Concurrently, a computational tool called Tracking the Indels by Decomposition (TIDE) was developed. TIDE analyzes Sanger sequencing trace data of PCR amplicons to estimate the frequency of editing efficiency and indel distribution [17]. Subsequently, similar computational tools have been developed including ICE (Inference of CRISPR Edits) [18], DECODR (Deconvolution of Complex DNA Repair) [19], and the SeqScreener Gene Edit Confirmation App (an online tool provided by Thermo Fisher Scientific). These computational tools rely on decomposition algorithms to identify the indel spectrum such as the number of indels, indel size, and total indel frequency. They achieve this by comparing Sanger sequencing trace data from the wild-type control and genome-edited sample sequences. While the algorithms share many features, each tool has specific modifications that may result in different outputs.

These computational tools have been shown to outperform mismatch cleavage assays in terms of accuracy and quantitative capability [6] and have been successfully used in numerous studies [5]. Although these tools have been shown to provide indel profiles similar to those obtained by high-throughput sequencing [6,18,19], the accuracy of indel frequency estimation has not been extensively investigated. Furthermore, a recent report indicated that TIDE, ICE, and DECODR produced widely divergent indel frequency data from the same samples derived from CRISPR–Cas9-induced indels in mouse tumor models [20]. Therefore, in this study, we quantitatively compared the performances of these four computational tools using artificial sequencing templates with defined indels. For this purpose, we first cloned various indels that had been induced by CRISPR–Cas9 or CRISPR–Cas12a at several zebrafish gene loci. By using Sanger sequencing trace data obtained from various combinations of predetermined indels, we quantitatively assessed the performance of these computational tools.

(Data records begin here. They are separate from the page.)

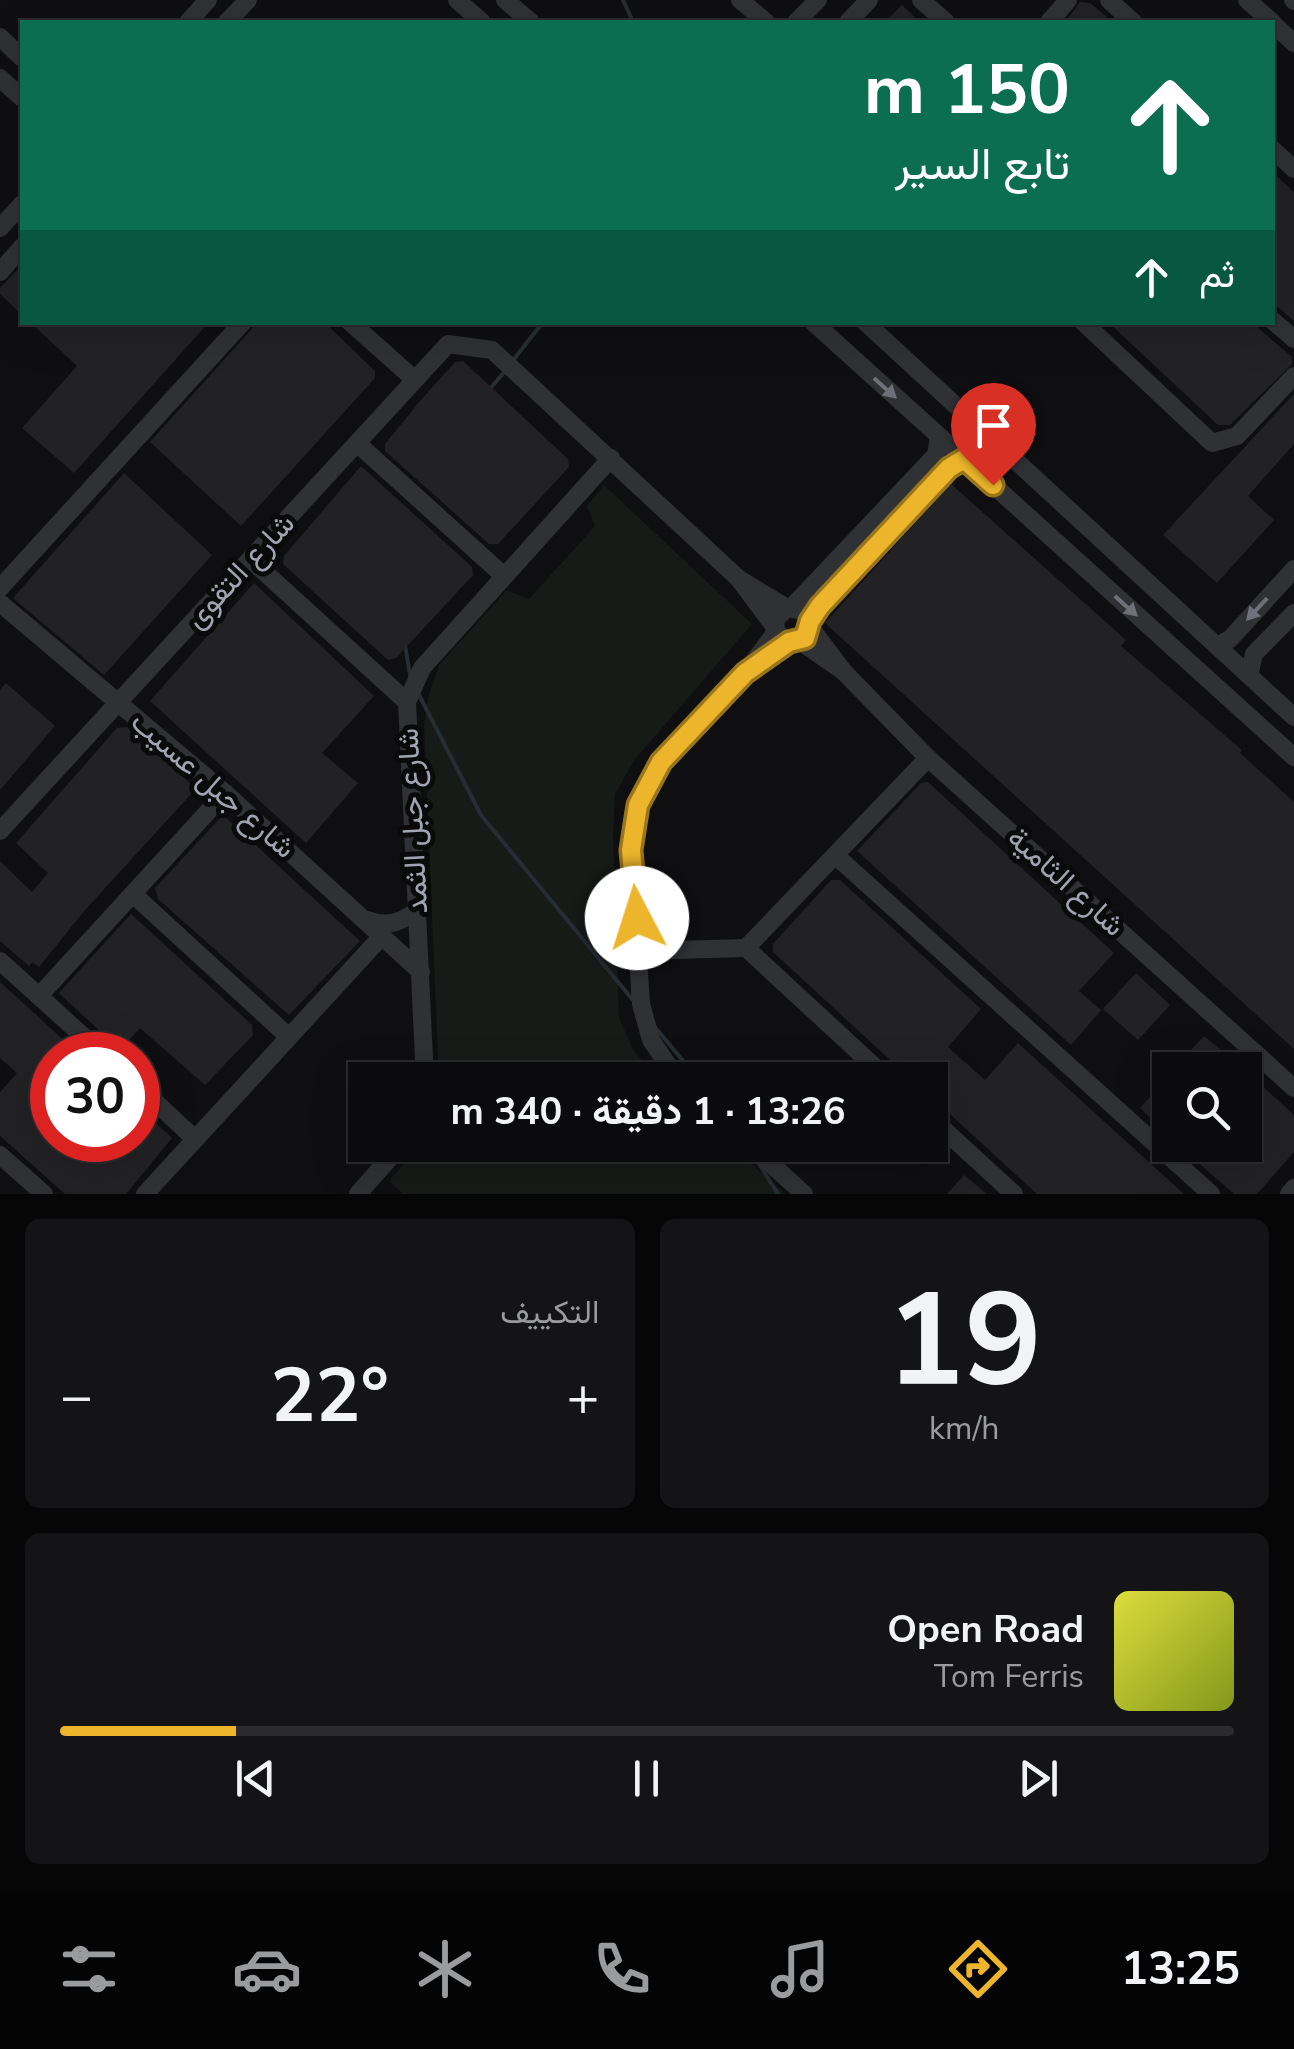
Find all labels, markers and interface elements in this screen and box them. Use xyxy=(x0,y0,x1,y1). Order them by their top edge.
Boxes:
text: 150 m xyxy=(864,42,1070,138)
icon: ahead xyxy=(1105,60,1235,190)
text: تابع السير xyxy=(895,134,1070,195)
text: ثم xyxy=(1199,249,1235,300)
icon: ahead xyxy=(1124,250,1179,305)
one-way arrow xyxy=(873,376,897,399)
pin xyxy=(951,383,1036,486)
icon: arrive xyxy=(966,398,1021,453)
street label: شارع التقوى xyxy=(176,504,304,638)
one-way arrow xyxy=(1114,594,1138,617)
one-way arrow xyxy=(1246,597,1269,621)
street label: شارع جبل عسيب xyxy=(122,702,304,868)
street label: شارع جبل الثمد xyxy=(388,727,438,915)
street label: شارع الثامية xyxy=(998,818,1134,946)
position arrow xyxy=(585,866,689,970)
speed limit sign: 30 xyxy=(30,1032,160,1162)
map controls xyxy=(1152,1052,1262,1162)
button: search xyxy=(1152,1052,1262,1162)
text: 13:26 · 1 دقيقة · 340 m xyxy=(450,1086,846,1137)
text: 19 xyxy=(886,1253,1042,1430)
text: التكييف xyxy=(500,1291,600,1334)
text: 22° xyxy=(271,1345,389,1447)
text: − xyxy=(60,1359,93,1434)
text: + xyxy=(566,1359,600,1434)
text: km/h xyxy=(929,1407,1000,1450)
text: Open Road xyxy=(887,1604,1084,1655)
text: Tom Ferris xyxy=(934,1655,1084,1698)
icon: previous xyxy=(228,1751,283,1806)
icon: pause xyxy=(619,1751,674,1806)
icon: next xyxy=(1011,1751,1066,1806)
icon: filters xyxy=(54,1934,124,2004)
icon: car xyxy=(232,1934,302,2004)
icon: climate xyxy=(410,1934,480,2004)
icon: phone xyxy=(587,1934,657,2004)
icon: music xyxy=(765,1934,835,2004)
icon: directions xyxy=(943,1934,1013,2004)
text: 13:25 xyxy=(1121,1939,1240,2000)

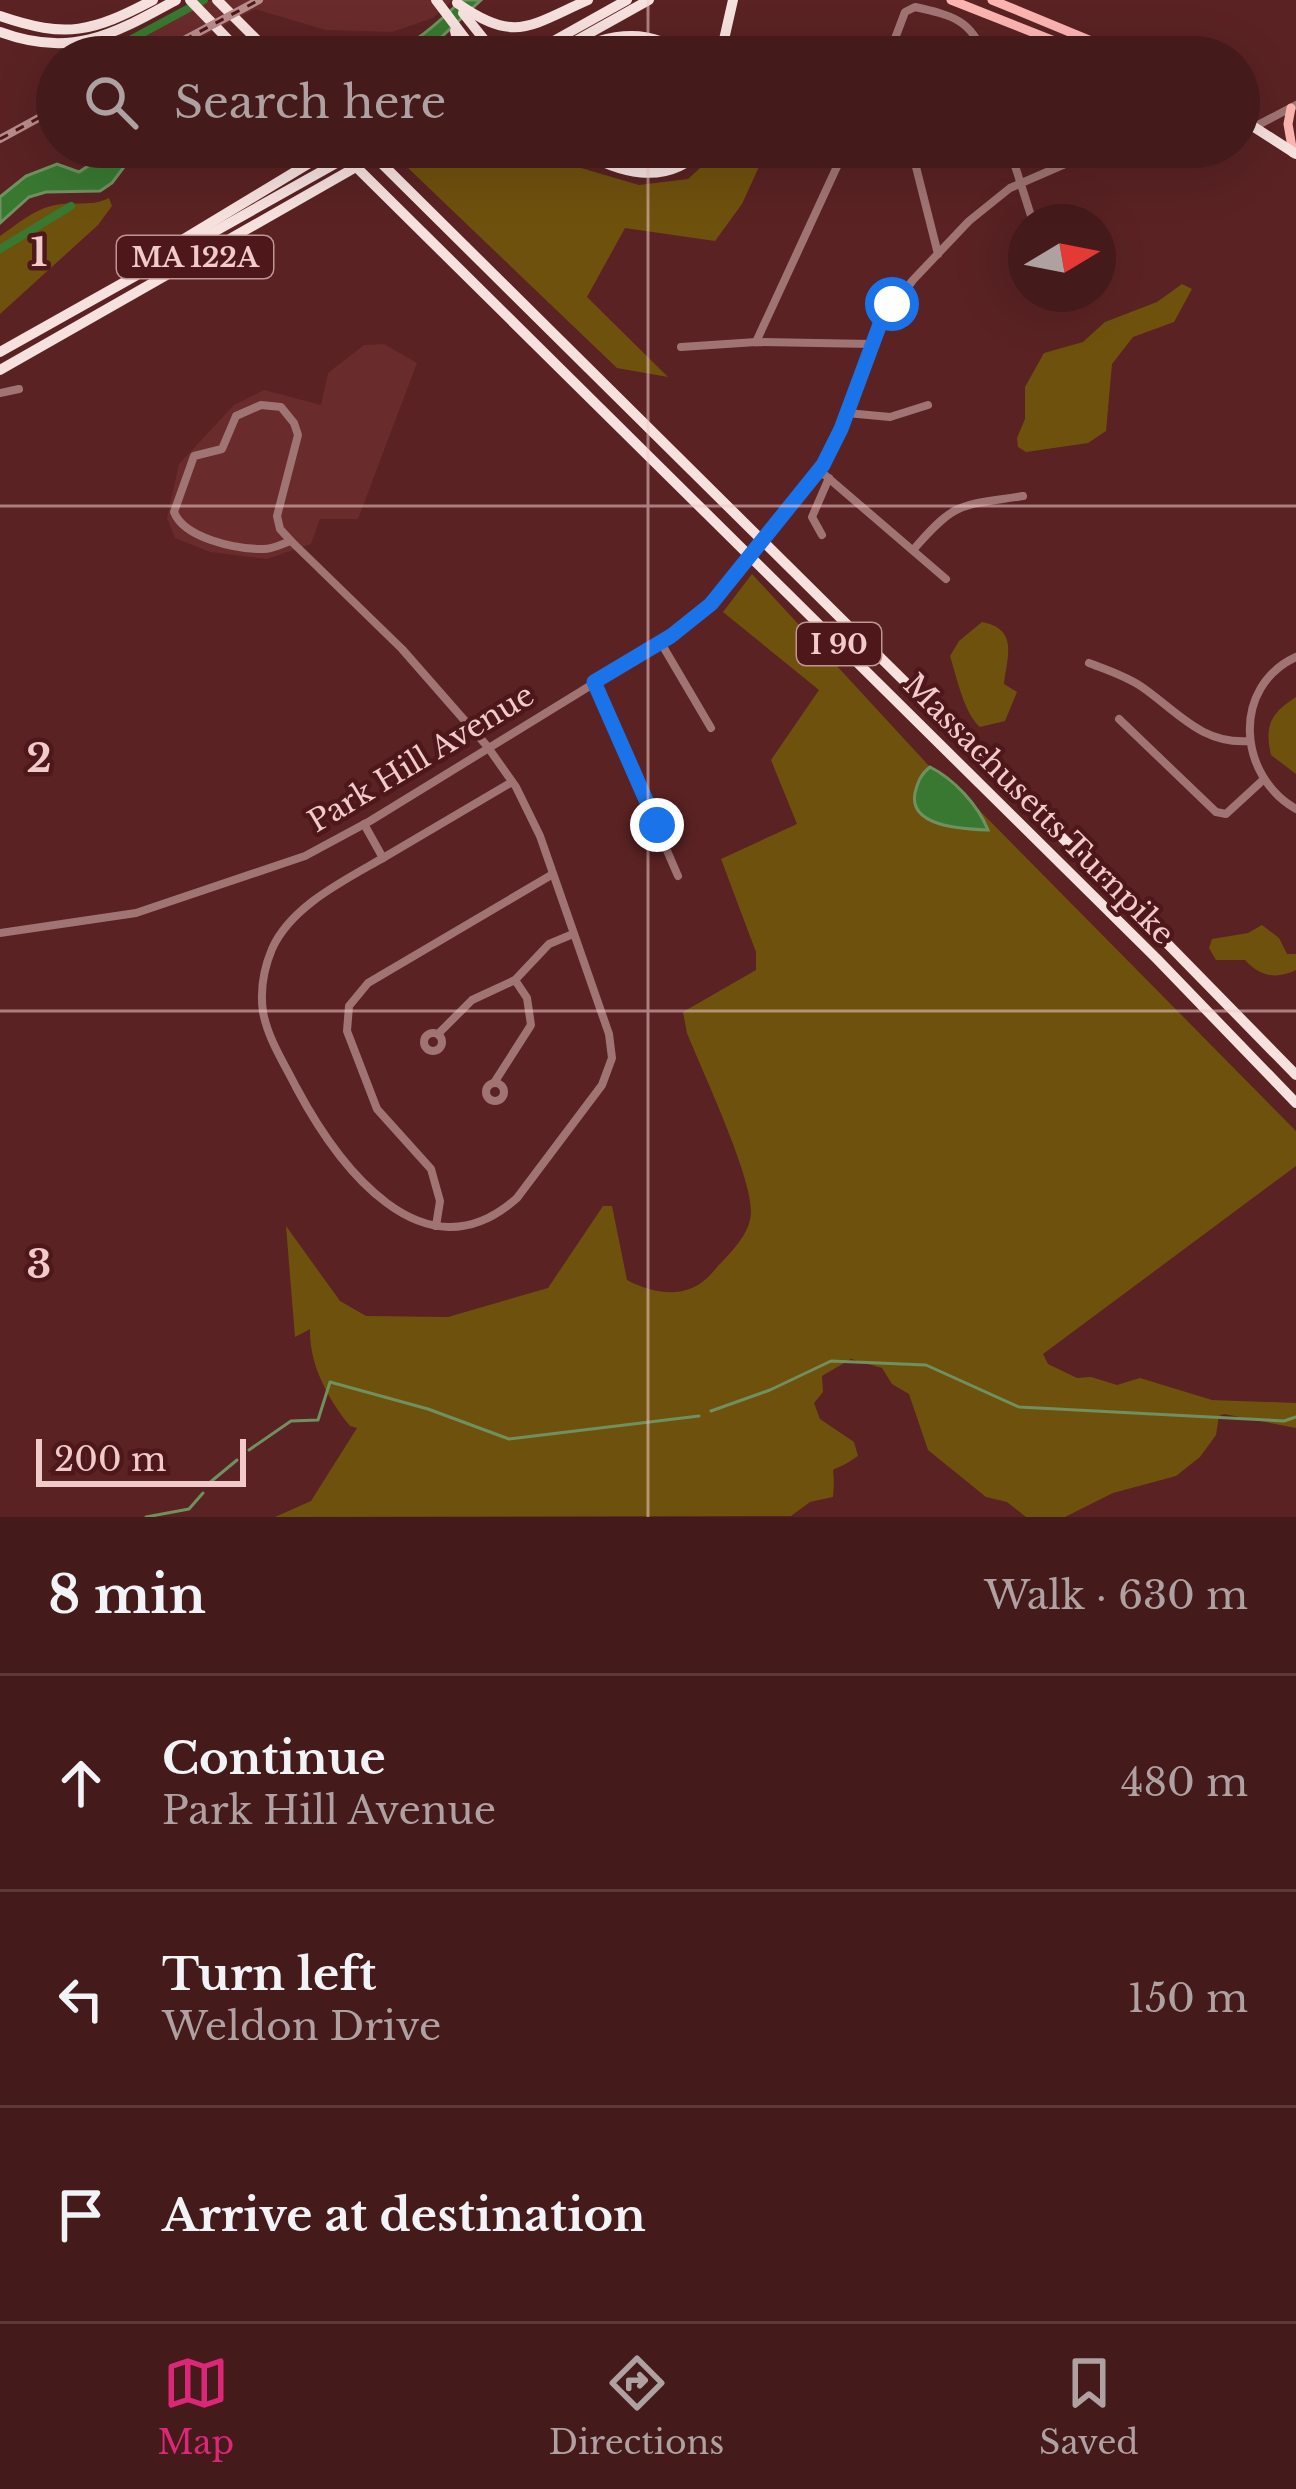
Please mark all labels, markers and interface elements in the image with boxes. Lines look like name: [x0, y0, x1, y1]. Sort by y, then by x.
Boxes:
search box: [36, 36, 1260, 168]
icon: search: [78, 69, 144, 135]
text: Search here: [174, 74, 446, 130]
north arrow: [1008, 204, 1116, 312]
text: 1: [30, 228, 48, 277]
road number: MA 122A: [117, 236, 273, 278]
route start: [865, 277, 919, 331]
road number: I 90: [797, 623, 881, 665]
street label: Massachusetts Turnpike: [896, 666, 1182, 952]
street label: Park Hill Avenue: [301, 676, 541, 840]
text: 2: [26, 734, 52, 783]
route end: [630, 798, 684, 852]
text: 3: [27, 1240, 51, 1289]
scale bar: [36, 1433, 246, 1486]
text: 200 m: [54, 1439, 166, 1480]
text: 8 min: [48, 1564, 206, 1627]
text: Walk · 630 m: [984, 1571, 1248, 1620]
text: Continue: [162, 1730, 386, 1786]
icon: ahead: [48, 1750, 114, 1816]
text: 480 m: [1121, 1758, 1248, 1807]
text: Park Hill Avenue: [162, 1786, 496, 1835]
text: Turn left: [162, 1946, 376, 2002]
icon: left: [48, 1966, 114, 2032]
text: 150 m: [1128, 1974, 1248, 2023]
text: Weldon Drive: [162, 2002, 441, 2051]
icon: arrive: [48, 2182, 114, 2248]
text: Arrive at destination: [162, 2187, 646, 2243]
tab: Map: [157, 2350, 234, 2463]
tab: Directions: [549, 2350, 724, 2463]
tab: Saved: [1039, 2350, 1139, 2463]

We demonstrated that these tools were able to estimate indel frequencies with reasonable accuracy when indels had a few base changes and indel frequencies were in the midrange. However, variations in estimated values became more pronounced among the tools when the samples contained more complicated indels or when the indel frequencies were in a low or high range. Among the four tools, DECODR provided the most accurate estimations of indel frequencies for the majority of samples, which was consistent with the findings of a recent report [20]. While all four tools accurately estimated the net indel sizes, DECODR was found to be the most useful when one wishes to identify indel sequences. We also assessed the performance of these computational tools for estimating the knock-in efficiency of a short epitope tag sequence using a similar strategy and found that TIDE-based TIDER outperformed the other tools for this purpose. Taken together, these findings suggest that appropriate tools should be used depending on the type of genome editing.

2. Materials and Methods

2.1. Preparation of CRISPR–Cas9 and Cas12a RNP Complexes

The CRISPR–Cas9 RNP complexes were prepared as previously described [21]. The crRNAs (Alt-R CRISPR–Cas9 crRNA; listed in Supplementary Table S1), tracrRNAs (Alt-R CRISPR–Cas9 tracrRNA-ATTO 550), and the Cas9 protein (Alt-R S.p. Cas9 Nuclease V3) were purchased from IDT (Coralville, IA, USA). In brief, 3 μM gRNA composed of crRNA and tracrRNA was combined with an equal volume of 3 μM Cas9 to assemble a 1.5 μM RNP complex.

CRISPR–Cas12a RNP complexes were prepared using crRNAs (Alt-R CRISPR–Cas12a crRNA; listed in Supplementary Table S1) and the Cas12a protein (Alt-R A.s. Cas12a Nuclease Ultra) purchased from IDT. The 3 μM crRNA solution was combined with an equal volume of 3 μM Cas12a diluted in Cas9 working buffer (20 mM HEPES pH 7.5, 150 mM KCl) and incubated at 37 °C for 10 min to assemble the RNP complex. Just before microinjection, the RNP complex was mixed with mRNA encoding the Venus fluorescent protein to monitor the success of the microinjection, resulting in an injection solution consisting of 1 μM CRISPR–Cas12a RNP complex and 40 ng/μL Venus mRNA. Venus mRNA was prepared as previously described [22].

2.2. Microinjection and Genomic DNA Preparation

At the 1-cell stage, 1 nL of Cas9 or 1.5 nL of the Cas12a RNP complex (1.5 fmol RNP complex) was microinjected into the yolk of Tüpfel long-fin (TL) zebrafish embryos. Embryos at 1 day post-fertilization were lysed in 20 μL/embryo of genomic DNA extraction buffer (10 mM Tris-HCl pH 8, 0.1 mM EDTA, 0.2% [v/v] Triton-X, 200 mM NaCl, and 0.2 mg/mL proteinase K) and heated at 55 °C for 2–3 h to dissolve the embryos. After heating at 95 °C for 10 min to inactivate protease K, the crude genomic DNA solution was directly subjected to polymerase chain reaction (PCR).

2.3. Cloning of Indels Induced by Cas9 and Cas12a

Genomic DNA fragments encompassing the target sites of the crRNAs (Cas9 otx2b_AA/Cas12a otx2b_02, Cas9 pax2a_AB, Cas9 pou2_AG, Cas12a sox2_01, Cas9 sox3_AA, Cas9 sox11a_AB, Cas12a sox11b_01, and Cas12a sox19b_01) were amplified using KOD One PCR Master Mix (Toyobo, Osaka, Japan) and the primers listed in Supplementary Table S2. These fragments were cloned into the pUC19 vector using the restriction sites included in the primers. Sanger sequencing was performed to identify the indel sequences.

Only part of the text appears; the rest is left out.